Aim of the exercise ▸ Tell how many lines of the data include the word "white". Nothing but the number belongs in the answer.

===============

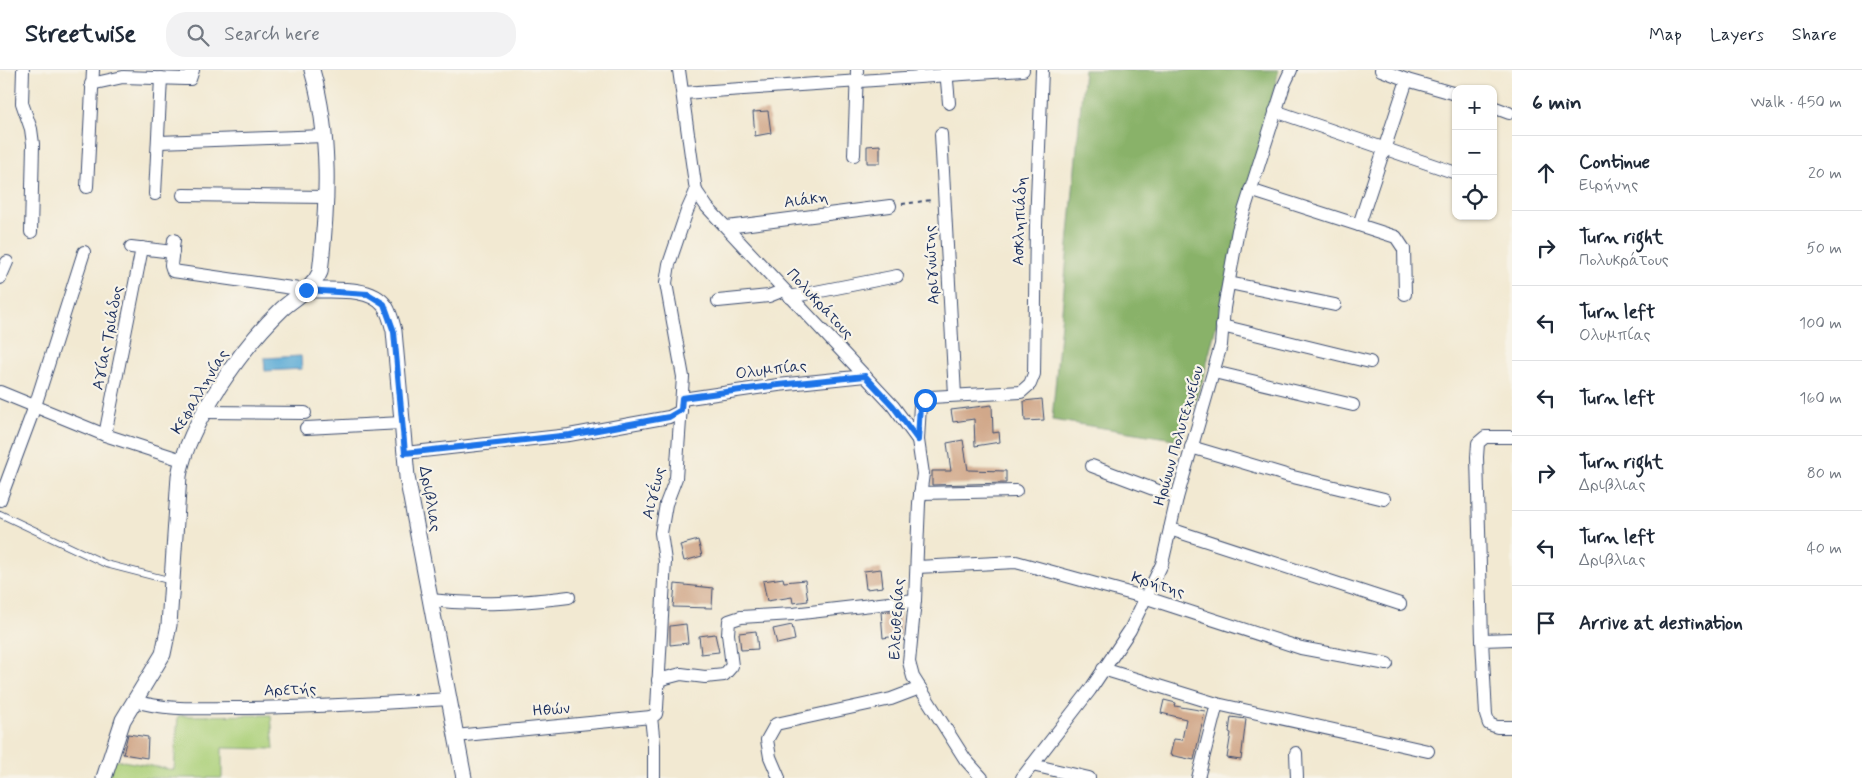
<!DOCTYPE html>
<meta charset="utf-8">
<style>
body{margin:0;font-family:Mynerve,sans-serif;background:#f2f2f3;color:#1f2937}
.controls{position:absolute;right:15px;top:15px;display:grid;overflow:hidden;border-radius:10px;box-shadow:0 1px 4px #0004}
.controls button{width:45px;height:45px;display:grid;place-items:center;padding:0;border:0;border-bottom:1px solid #e0e1e3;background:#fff;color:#1f2937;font:25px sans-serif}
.stop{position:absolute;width:15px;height:15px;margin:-11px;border:4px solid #1a73e8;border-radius:50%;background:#fff}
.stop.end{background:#1a73e8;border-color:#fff;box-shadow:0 1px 5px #0008}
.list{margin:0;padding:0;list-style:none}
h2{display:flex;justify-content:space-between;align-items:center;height:65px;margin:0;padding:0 20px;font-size:21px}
h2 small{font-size:16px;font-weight:400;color:#747a83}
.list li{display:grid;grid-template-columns:32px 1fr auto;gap:15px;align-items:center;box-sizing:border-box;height:75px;padding:0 20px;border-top:1px solid #e0e1e3}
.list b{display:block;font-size:19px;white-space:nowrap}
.list p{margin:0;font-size:16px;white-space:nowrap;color:#747a83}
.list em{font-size:16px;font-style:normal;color:#747a83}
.icon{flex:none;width:28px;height:28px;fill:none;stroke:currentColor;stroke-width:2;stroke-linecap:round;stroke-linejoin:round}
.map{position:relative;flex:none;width:1512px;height:708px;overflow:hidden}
header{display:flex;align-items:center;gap:30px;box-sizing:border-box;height:70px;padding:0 25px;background:#fff;border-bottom:1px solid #e0e1e3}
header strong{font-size:24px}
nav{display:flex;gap:28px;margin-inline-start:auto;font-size:18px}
.search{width:350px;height:45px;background:#f2f2f3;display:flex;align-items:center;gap:12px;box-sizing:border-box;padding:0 18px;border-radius:20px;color:#747a83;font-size:19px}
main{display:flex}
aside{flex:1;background:#fff}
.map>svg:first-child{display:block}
.green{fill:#acd079;stroke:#64806c}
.forest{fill:#89b269;stroke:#527064}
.water{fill:#5cabd6;stroke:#3c6d9a}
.building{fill:#d1a88a}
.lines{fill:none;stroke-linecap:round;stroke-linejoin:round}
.service-casing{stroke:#3b4b6f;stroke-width:8}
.minor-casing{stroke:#3b4b6f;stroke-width:14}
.tertiary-casing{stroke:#3b4b6f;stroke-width:17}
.path{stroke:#3b4b6f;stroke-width:2;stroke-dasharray:4 4;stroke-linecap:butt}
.service{stroke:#fff;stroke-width:6}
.minor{stroke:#fff;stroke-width:12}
.tertiary{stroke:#fff;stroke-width:15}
.route{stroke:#1a73e8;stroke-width:6}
.labels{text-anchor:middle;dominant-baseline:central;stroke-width:4.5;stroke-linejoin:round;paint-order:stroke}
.street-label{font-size:16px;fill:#1b2f5e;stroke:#f7f3e8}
</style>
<header>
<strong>Streetwise</strong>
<div class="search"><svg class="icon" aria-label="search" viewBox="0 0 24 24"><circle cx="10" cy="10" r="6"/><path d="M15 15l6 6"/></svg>Search here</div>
<nav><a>Map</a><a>Layers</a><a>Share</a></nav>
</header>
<main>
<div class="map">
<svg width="1512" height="708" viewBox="0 0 1512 708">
<rect width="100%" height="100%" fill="#f7f3e8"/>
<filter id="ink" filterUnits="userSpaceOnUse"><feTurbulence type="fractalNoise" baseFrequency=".02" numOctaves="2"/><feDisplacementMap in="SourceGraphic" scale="10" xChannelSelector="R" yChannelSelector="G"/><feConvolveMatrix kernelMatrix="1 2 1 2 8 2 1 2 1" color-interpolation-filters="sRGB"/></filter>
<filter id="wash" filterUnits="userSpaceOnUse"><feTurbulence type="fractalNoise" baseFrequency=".0096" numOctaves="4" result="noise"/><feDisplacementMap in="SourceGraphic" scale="20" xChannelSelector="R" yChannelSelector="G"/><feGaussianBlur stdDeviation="1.12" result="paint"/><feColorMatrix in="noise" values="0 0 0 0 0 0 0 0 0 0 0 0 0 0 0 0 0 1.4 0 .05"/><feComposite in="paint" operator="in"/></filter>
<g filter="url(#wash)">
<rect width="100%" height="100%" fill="#f2e9d2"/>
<polygon class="green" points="271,645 274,679 222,678 222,708 101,708 111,689 174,700 178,646"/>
<polygon class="forest" points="1084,0 1279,0 1203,309 1180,370 1052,350"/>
<polygon class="water" points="301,286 302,299 265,301 264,288"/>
<g id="blocks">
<g class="building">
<polygon points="768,41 771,63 755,66 753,42"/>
<polygon points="880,75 880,93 867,93 867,76"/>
<polygon points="1042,329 1044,350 1025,351 1024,331"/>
<polygon points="992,335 993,363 999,362 1000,372 975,376 974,349 953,352 951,340"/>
<polygon points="963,370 968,400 1006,401 1006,413 932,415 932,401 951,401 947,373"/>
<polygon points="698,470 702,486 684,491 680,475"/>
<polygon points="881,499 883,517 866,519 864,501"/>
<polygon points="783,508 784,512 805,510 808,531 793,533 792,527 767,531 763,511"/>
<polygon points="675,514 713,518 712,538 673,537"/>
<polygon points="900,540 902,565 883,568 881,542"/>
<polygon points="686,554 688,573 670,575 670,556"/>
<polygon points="792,555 795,570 777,574 773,559"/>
<polygon points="756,561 758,579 741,580 739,563"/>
<polygon points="715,564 719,582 701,584 699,566"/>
<polygon points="1164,630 1176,633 1175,636 1205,641 1194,690 1170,685 1174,669 1182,670 1186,649 1161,643"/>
<polygon points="1231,647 1246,649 1241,690 1227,688 1231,663 1229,662"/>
<polygon points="128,664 148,667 147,688 123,684"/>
</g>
</g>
</g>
<g filter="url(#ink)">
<use href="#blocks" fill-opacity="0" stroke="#3b4b6f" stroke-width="1"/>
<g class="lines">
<defs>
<polyline id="service" points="0,444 106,494 172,511"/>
<g id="minor">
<polyline points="23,0 22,33 31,59 33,74 31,162"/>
<polyline points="679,0 696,121 707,137 893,336 918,370"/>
<polyline points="946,0 949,33"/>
<polyline points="1381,0 1407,10 1456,24"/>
<polyline points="91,14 123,7 185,9 190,9 193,0"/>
<polyline points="683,23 1023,0"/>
<polyline points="1493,37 1509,43"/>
<polyline points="1275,41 1456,103"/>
<polyline points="941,64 955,325"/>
<polyline points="159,72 325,66"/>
<polyline points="854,85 857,0"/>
<polyline points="87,117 93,0"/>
<polyline points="1250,120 1396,167 1404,179 1405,224"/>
<polyline points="155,124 161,8"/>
<polyline points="183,125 326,127"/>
<polyline points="1359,155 1407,10"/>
<polyline points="727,157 890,136"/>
<polyline points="174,170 171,195 173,201 306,220"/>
<polyline points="131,177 173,182"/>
<polyline points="0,208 7,192"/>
<polyline points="1229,213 1335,235"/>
<polyline points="790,227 897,206"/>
<polyline points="718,231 769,226 784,220"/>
<polyline points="1222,256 1370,292"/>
<polyline points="1214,302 1353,335"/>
<polyline points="0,322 105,365 182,390"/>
<polyline points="682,329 778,315 865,306"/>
<polyline points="205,342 305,343"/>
<polyline points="306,358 402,353"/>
<polyline points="105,365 142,178"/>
<polyline points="1191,377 1289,406 1384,429"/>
<polyline points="405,383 569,365 669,347 681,341"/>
<polyline points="1092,396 1177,428"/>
<polyline points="920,423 1016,421"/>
<polyline points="0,430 35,336 84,182"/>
<polyline points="1170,459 1400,534"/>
<polyline points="917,497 1016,492 1147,528 1301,578 1387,594"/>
<path d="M430 530C481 536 518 533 569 527"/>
<polyline points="1512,569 1482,570 1486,645 1489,654 1497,657 1512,657"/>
<polyline points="1482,570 1477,387 1478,373 1485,367 1512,367"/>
<polyline points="1103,599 1217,634 1428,681"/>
<polyline points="658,610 681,604 705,607 724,605 732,596 728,564 729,551 741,547 793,544 915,530"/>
<path d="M135 631C168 641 200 638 234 638 305 638 376 633 448 629"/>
<polyline points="651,647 656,644 657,638 665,491 661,463 666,434 676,408 683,307 666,213 669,194 687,141 696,121"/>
<polyline points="651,647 654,675 654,708"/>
<polyline points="455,666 651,647"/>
<polyline points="1296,683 1297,708"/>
<polyline points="1032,695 1089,708"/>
<polyline points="779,708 770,687 767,670 776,654 891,629 920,618"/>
<polyline points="982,708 965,689 913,607 909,592 915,530 919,433 923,404 918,370 920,335 931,327 1021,322 1030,314 1034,304 1036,155 1042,0"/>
<polyline points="1022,708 1090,620 1130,560 1162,494 1177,428 1221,275 1224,238 1238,160 1284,15 1291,0"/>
<polyline points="1198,708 1217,634"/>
</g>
<g id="tertiary">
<path d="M306 220C329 221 370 215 385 236 390 244 392 253 394 261L407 407 464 708"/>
<path d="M104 708 123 650 163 584 169 555 179 406C188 353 243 276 282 239 295 227 313 219 320 202 328 134 331 66 312 0"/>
</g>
</defs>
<use href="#service" class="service-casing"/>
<use href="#minor" class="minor-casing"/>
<use href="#tertiary" class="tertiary-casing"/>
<polyline class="path" points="902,134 932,130"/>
<use href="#service" class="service"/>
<use href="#minor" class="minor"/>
<use href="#tertiary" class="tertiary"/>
</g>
</g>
<g class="lines" filter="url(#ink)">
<polyline class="route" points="306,220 368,224 384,234 394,262 405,383 570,365 669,347 681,340 682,328 778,315 865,306 893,336 918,370 920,335 925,330"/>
</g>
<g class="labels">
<g class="street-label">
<text transform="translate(806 130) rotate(-7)">Αιάκη</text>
<text transform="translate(1020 151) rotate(-88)">Ασκληπιάδη</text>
<text transform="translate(932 195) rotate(-93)">Αριγνώτης</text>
<text transform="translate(820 234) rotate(47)">Πολυκράτους</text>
<text transform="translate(108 268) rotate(-79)">Αγίας Τριάδος</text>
<text transform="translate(771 300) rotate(-7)">Ολυμπίας</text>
<text transform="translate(200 322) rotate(-59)">Κεφαλληνίας</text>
<text transform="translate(1179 366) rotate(-74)">Ηρώων Πολυτεχνείου</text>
<text transform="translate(654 423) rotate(-76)">Αιγέως</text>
<text transform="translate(430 429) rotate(80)">Δριβλιας</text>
<text transform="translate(1158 515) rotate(17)">Κρήτης</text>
<text transform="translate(897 549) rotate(-87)">Ελευθερίας</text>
<text transform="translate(290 620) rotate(-2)">Αρετής</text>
<text transform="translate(551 640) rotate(-5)">Ηθών</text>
</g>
</g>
</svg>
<div class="controls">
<button>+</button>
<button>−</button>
<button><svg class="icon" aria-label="locate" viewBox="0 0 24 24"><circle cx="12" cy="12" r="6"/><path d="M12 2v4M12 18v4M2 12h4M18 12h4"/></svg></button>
</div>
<div class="stop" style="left:925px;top:330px"></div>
<div class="stop end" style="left:306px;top:220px"></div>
</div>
<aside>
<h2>6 min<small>Walk · 450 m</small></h2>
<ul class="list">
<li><svg class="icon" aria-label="ahead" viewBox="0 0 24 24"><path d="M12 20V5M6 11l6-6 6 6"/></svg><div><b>Continue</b><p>Ειρήνης</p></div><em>20 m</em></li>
<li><svg class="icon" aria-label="right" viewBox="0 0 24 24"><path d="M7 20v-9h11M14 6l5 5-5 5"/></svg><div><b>Turn right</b><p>Πολυκράτους</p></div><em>50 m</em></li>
<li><svg class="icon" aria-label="left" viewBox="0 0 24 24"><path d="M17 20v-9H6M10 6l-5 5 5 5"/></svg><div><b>Turn left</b><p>Ολυμπίας</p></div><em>100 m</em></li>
<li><svg class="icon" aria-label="left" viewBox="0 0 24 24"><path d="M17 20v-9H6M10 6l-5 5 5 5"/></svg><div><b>Turn left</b></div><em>160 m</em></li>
<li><svg class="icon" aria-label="right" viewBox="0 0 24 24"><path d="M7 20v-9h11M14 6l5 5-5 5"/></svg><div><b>Turn right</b><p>Δριβλιας</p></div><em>80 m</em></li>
<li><svg class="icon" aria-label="left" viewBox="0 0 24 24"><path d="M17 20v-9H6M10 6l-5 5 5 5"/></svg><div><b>Turn left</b><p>Δριβλιας</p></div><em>40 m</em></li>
<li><svg class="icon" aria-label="arrive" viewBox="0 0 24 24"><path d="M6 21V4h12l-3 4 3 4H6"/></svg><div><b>Arrive at destination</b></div></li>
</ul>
</aside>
</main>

===============

Solution to this problem ▸ 2